Munis Enjoy Surprising Pre-Holiday Rally

Unexpectedly, the municipal market ended the week not with a whimper but a bang.

A lackluster Labor Department jobs report and rumbles from Greece ultimately stirred otherwise static muni yields to close out a storm-stricken and desultory week with a flourish of a rally. And though activity on the day was sparse, traders said, it was meaningful.

“The muni rally was pretty significant, lifting offerings from stalled primary deals and thinning secondary blocks in general,” wrote Municipal Market Data’s Randy Smolik in a report on the day’s session.

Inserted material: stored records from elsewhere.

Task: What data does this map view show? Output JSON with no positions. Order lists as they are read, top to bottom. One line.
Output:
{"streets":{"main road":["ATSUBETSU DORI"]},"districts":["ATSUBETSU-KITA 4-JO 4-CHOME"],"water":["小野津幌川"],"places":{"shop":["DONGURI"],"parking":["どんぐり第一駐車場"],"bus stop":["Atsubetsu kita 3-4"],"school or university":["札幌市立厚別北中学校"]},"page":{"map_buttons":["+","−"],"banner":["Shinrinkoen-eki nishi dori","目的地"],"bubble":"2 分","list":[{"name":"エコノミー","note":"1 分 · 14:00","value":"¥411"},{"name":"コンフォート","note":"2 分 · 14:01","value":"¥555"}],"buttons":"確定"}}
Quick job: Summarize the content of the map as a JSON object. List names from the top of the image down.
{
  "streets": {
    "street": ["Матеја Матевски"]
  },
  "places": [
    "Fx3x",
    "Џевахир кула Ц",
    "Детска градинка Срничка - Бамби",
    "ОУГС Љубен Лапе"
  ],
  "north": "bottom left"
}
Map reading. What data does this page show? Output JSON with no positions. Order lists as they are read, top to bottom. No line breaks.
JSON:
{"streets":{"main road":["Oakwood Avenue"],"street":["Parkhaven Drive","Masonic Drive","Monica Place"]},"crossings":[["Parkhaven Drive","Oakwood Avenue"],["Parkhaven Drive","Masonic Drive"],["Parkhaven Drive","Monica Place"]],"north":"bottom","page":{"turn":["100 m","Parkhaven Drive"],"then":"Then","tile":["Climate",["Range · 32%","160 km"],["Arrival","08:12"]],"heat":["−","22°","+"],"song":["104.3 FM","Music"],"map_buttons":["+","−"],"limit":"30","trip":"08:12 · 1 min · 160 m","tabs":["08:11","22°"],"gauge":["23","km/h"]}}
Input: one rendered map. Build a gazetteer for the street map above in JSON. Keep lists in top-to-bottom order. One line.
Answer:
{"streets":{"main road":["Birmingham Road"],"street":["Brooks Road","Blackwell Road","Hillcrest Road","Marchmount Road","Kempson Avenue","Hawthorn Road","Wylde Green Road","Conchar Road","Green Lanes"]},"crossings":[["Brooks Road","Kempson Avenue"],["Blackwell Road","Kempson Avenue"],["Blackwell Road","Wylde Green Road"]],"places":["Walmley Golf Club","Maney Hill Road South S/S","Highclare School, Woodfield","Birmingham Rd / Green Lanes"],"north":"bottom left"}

Tax-exempt yields saw sizable gains across all but the front end of the curve, according to the MMD scale. For maturities in 2016 and 2017, yields fell two to three basis points. Yields with maturities between 2018 and 2034 dropped six to seven basis points. Those for maturities beyond 2034 ended eight to 10 basis points lower.

The benchmark 10-year yield on Friday fell seven basis points to 2.17% to end the day. On the week, it plunged nine basis points.

The 30-year yield plummeted 10 basis points on the day and the week to 3.78%. The two-year yield remained unchanged at 0.30% for an 18th consecutive session, continuing to hover at its lowest level in more than 40 years.

Treasuries sparked Friday’s muni rally through one of their own which pushed yields to barrel-scraping levels, though not across the curve. The 10-year benchmark yield plunged 13 basis points to a near-record 2.01%. On the week, it fell 18 basis points, including 26 basis points from Monday’s close.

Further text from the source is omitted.